South Piedmont Community College’s longest-serving employee, History Instructor William Dick, is always recruiting students — even when he’s out to eat.
Dick, who began his career at South Piedmont in 1992, enjoys frequenting restaurants throughout Anson and Union counties. While he dines, he keeps an eye out for servers who have that certain spark.
“If I see that thing in them, that drive, I’ll ask them if they’ve ever thought about going to college. I enjoy giving people that nudge, getting them thinking about what they could do with their lives,” Dick said.
“And when I see them graduate, well, I say that I get paid once a month but I get rewarded once a year. Graduation is my reward.”
A native of Albemarle, Dick grew up working on the family farm, but early on, it was clear he was meant for a different life.
“My parents got me a six-volume set of children’s encyclopedias when I was 8 years old. There was this one picture of Charles Lindbergh’s plane, the Spirit of St. Louis, which stood out to me. That was it. I started reading and studying history.”
With his parents’ encouragement, Dick went on to earn his bachelor’s degree in psychology and history from Pfeiffer University. Still enamored with aviation, Dick joined the U.S. Coast Guard, thinking he’d eventually become a pilot. But after four years of service, Dick was yearning to get back to the classroom. He earned his master’s in American history from the University of North Carolina at Greensboro and learned a valuable personal lesson along the way: He belonged on a college campus.
“I really liked going to college. That’s where I wanted to be,” he said.
Dick taught for a time at Randolph Community College and Pfeiffer, until a position opened at what was then Anson Community College. Thirty years later, what is now South Piedmont Community College has become Dick’s home, family, and a world he never tires of exploring.

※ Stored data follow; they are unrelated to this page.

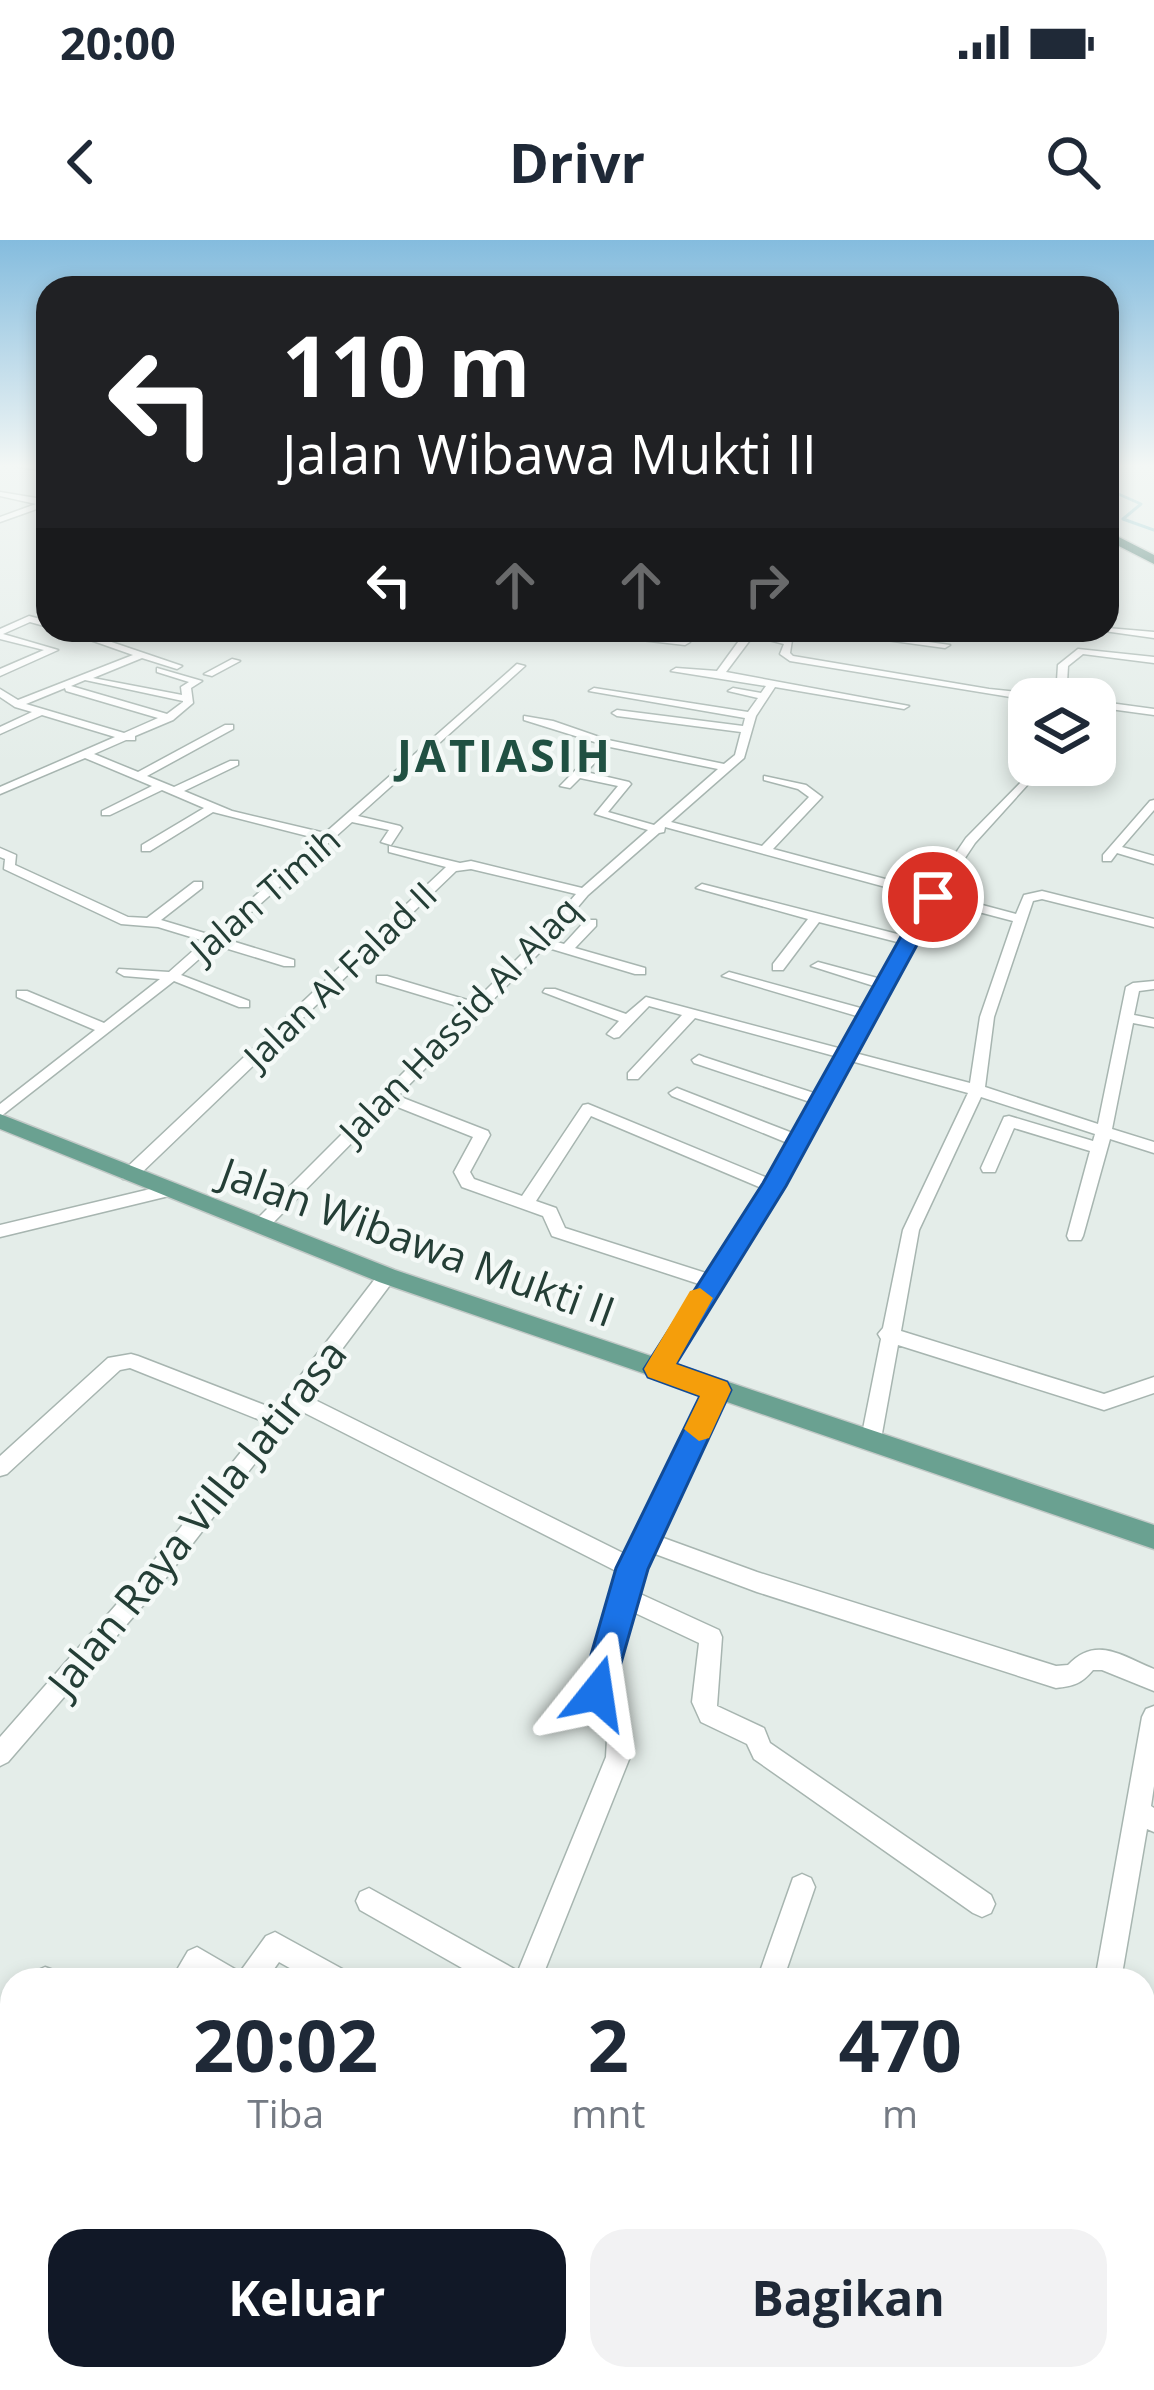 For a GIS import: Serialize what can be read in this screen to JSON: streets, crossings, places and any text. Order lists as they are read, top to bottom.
{
  "streets": {
    "main road": ["Jalan Wibawa Mukti II"],
    "street": [
      "Jalan Timih",
      "Jalan Al Falad II",
      "Jalan Hassid Al Alaq",
      "Jalan Raya Villa Jatirasa"
    ]
  },
  "crossings": [
    ["Jalan Al Falad II", "Jalan Hassid Al Alaq"],
    ["Jalan Al Falad II", "Jalan Wibawa Mukti II"],
    ["Jalan Hassid Al Alaq", "Jalan Wibawa Mukti II"],
    ["Jalan Wibawa Mukti II", "Jalan Raya Villa Jatirasa"]
  ],
  "districts": ["JATIASIH"],
  "page": {
    "status": "20:00",
    "header": "Drivr",
    "turn": ["110 m", "Jalan Wibawa Mukti II"],
    "eta": [
      "20:02",
      "Tiba",
      "2",
      "mnt",
      "470",
      "m"
    ],
    "buttons": ["Keluar", "Bagikan"]
  }
}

“SPCC is a microcosm of the world. There are so many people from so many different backgrounds. There is always something to learn here,” he said.
Dick’s taught multiple generations of several families. He can recall numerous alumni who’ve gone on to earn advanced degrees. Some of his former students currently work at South Piedmont, including Kelly Stegall, dean of college and career readiness, who first met Dick while she was as a server at a restaurant called The Gopher Hole. He still keeps in touch with more than a few of his former students. Some have become dear friends.

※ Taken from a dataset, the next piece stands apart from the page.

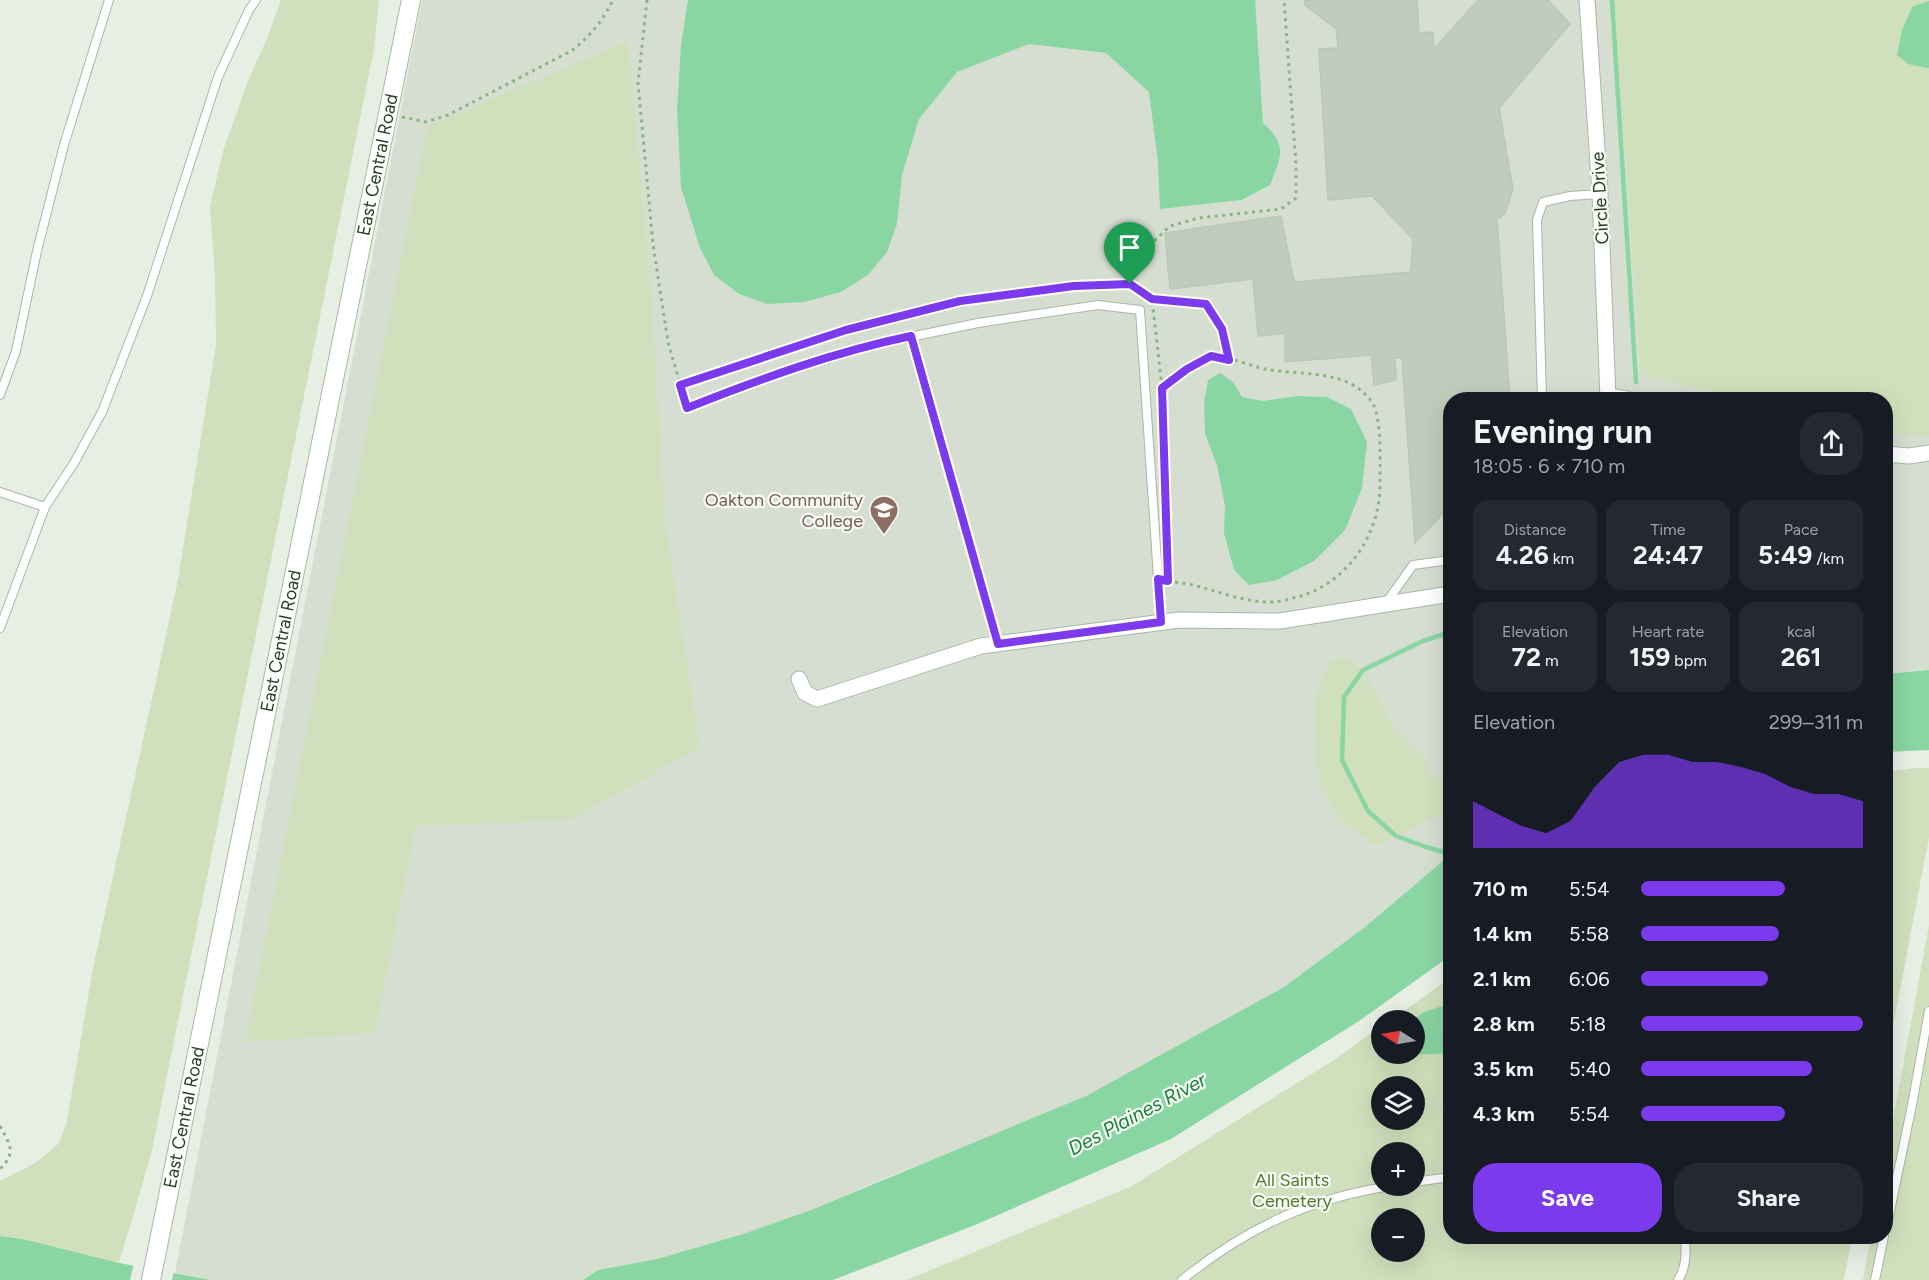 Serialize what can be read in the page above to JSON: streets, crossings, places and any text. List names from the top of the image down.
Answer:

Wherever their lives take them, Dick strives to imbue his students with a lesson that reemerges throughout history: the atrocities that can result from an “it’s us against them” mentality.
“We see this in Nazi Germany, the genocide in Rwanda and Bosnia, and most recently in the Ukraine,” he said.
“When one group of people blames another for their problems — that never leads anywhere good. I try to teach them to think rationally about their world and to beware of demagoguery. If I can teach them what happens when you don’t respect other people, then I’ve prepared them for the world.”
For many years, Dick sang the National Anthem at graduation, but he relinquished that role a few years ago, when he became the most senior faculty member, and by tradition, became the mace carrier. As the mace carrier, Dick leads the procession of faculty, staff and graduates.
Ever the educator, Dick is quick to explain the historical significance of the mace (dictionary.com defines a mace as a “clublike armor-breaking weapon of war, often with a flanged or spiked metal head”).
“In the Middle Ages, the priests would go into battle with the armies, and they had to be equipped with a weapon, but they didn’t want to draw blood,” Dick said. “At one time, most colleges and universities were run by the clergy. The mace came to be associated with the clergy and then with institutions of higher learning.”
Carrying the mace is a special responsibility, and it’s one that Dick fulfills proudly. The true honor, though, is celebrating alongside his students on graduation day and wishing them well on their next chapters.
“Especially the students who a few months earlier were crying, telling me they didn’t think they could do it,” Dick said.
“To be there with them and to be able to say, ‘Yes, you can do it,’ there is nothing more gratifying.”